# Information provided
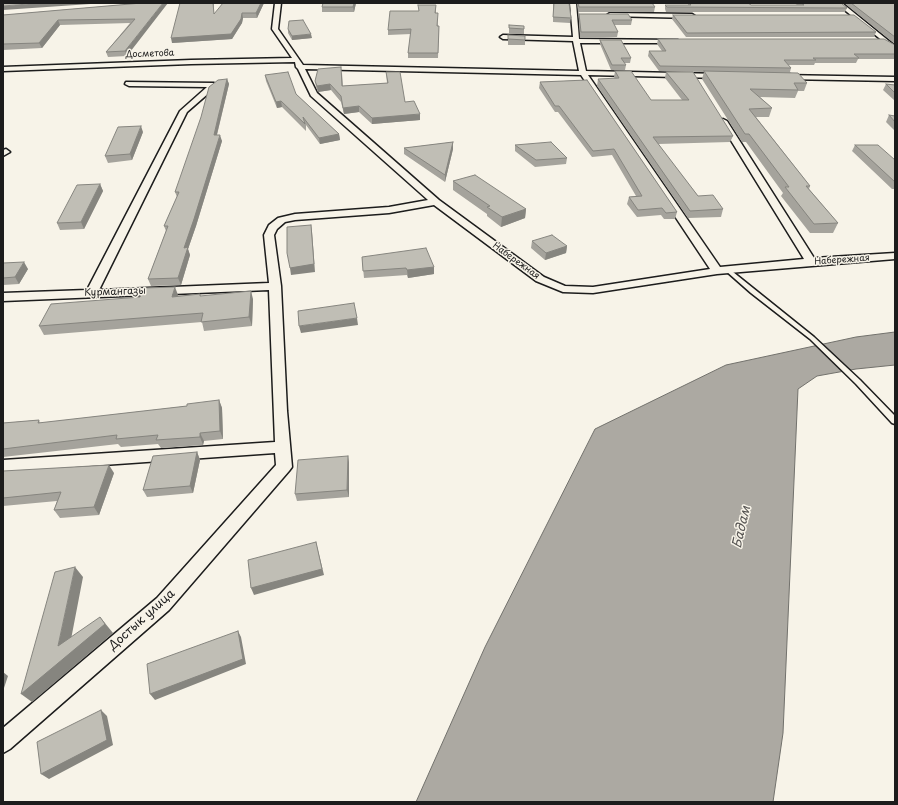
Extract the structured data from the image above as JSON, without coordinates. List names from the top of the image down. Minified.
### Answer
{"streets":{"street":["Досметова","Набережная","Курмангазы","Достык улица"]},"crossings":[["Досметова","Набережная"]],"water":["Бадам"]}
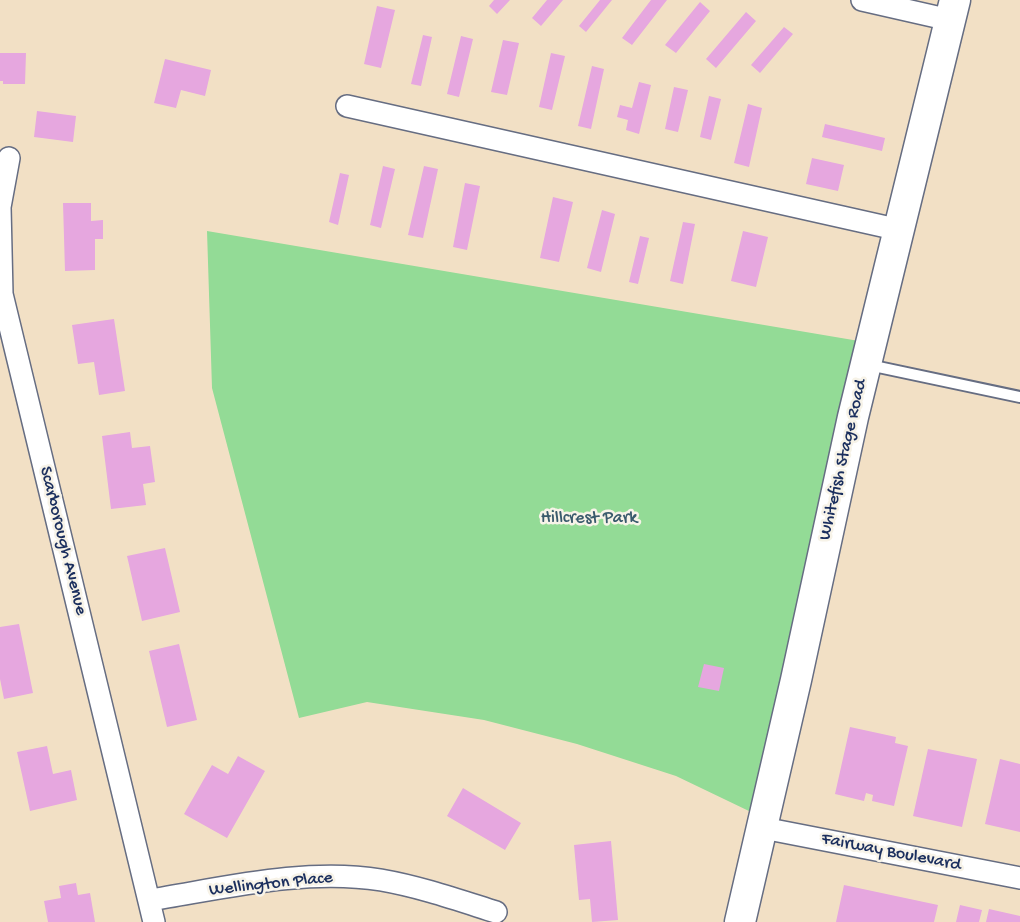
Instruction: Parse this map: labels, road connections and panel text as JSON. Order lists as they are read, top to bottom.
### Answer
{
  "streets": {
    "main road": ["Whitefish Stage Road"],
    "street": ["Scarborough Avenue", "Fairway Boulevard", "Wellington Place"]
  },
  "crossings": [
    ["Whitefish Stage Road", "Fairway Boulevard"],
    ["Scarborough Avenue", "Wellington Place"]
  ],
  "parks": ["Hillcrest Park"]
}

# Try it
Your reply should hold every line above exactly as written and none of the pictures.

# Solution to the problem
Extract the structured data from the image above as JSON, without coordinates. List names from the top of the image down. Minified.
### Answer
{"streets":{"street":["Досметова","Набережная","Курмангазы","Достык улица"]},"crossings":[["Досметова","Набережная"]],"water":["Бадам"]}
Instruction: Parse this map: labels, road connections and panel text as JSON. Order lists as they are read, top to bottom.
### Answer
{
  "streets": {
    "main road": ["Whitefish Stage Road"],
    "street": ["Scarborough Avenue", "Fairway Boulevard", "Wellington Place"]
  },
  "crossings": [
    ["Whitefish Stage Road", "Fairway Boulevard"],
    ["Scarborough Avenue", "Wellington Place"]
  ],
  "parks": ["Hillcrest Park"]
}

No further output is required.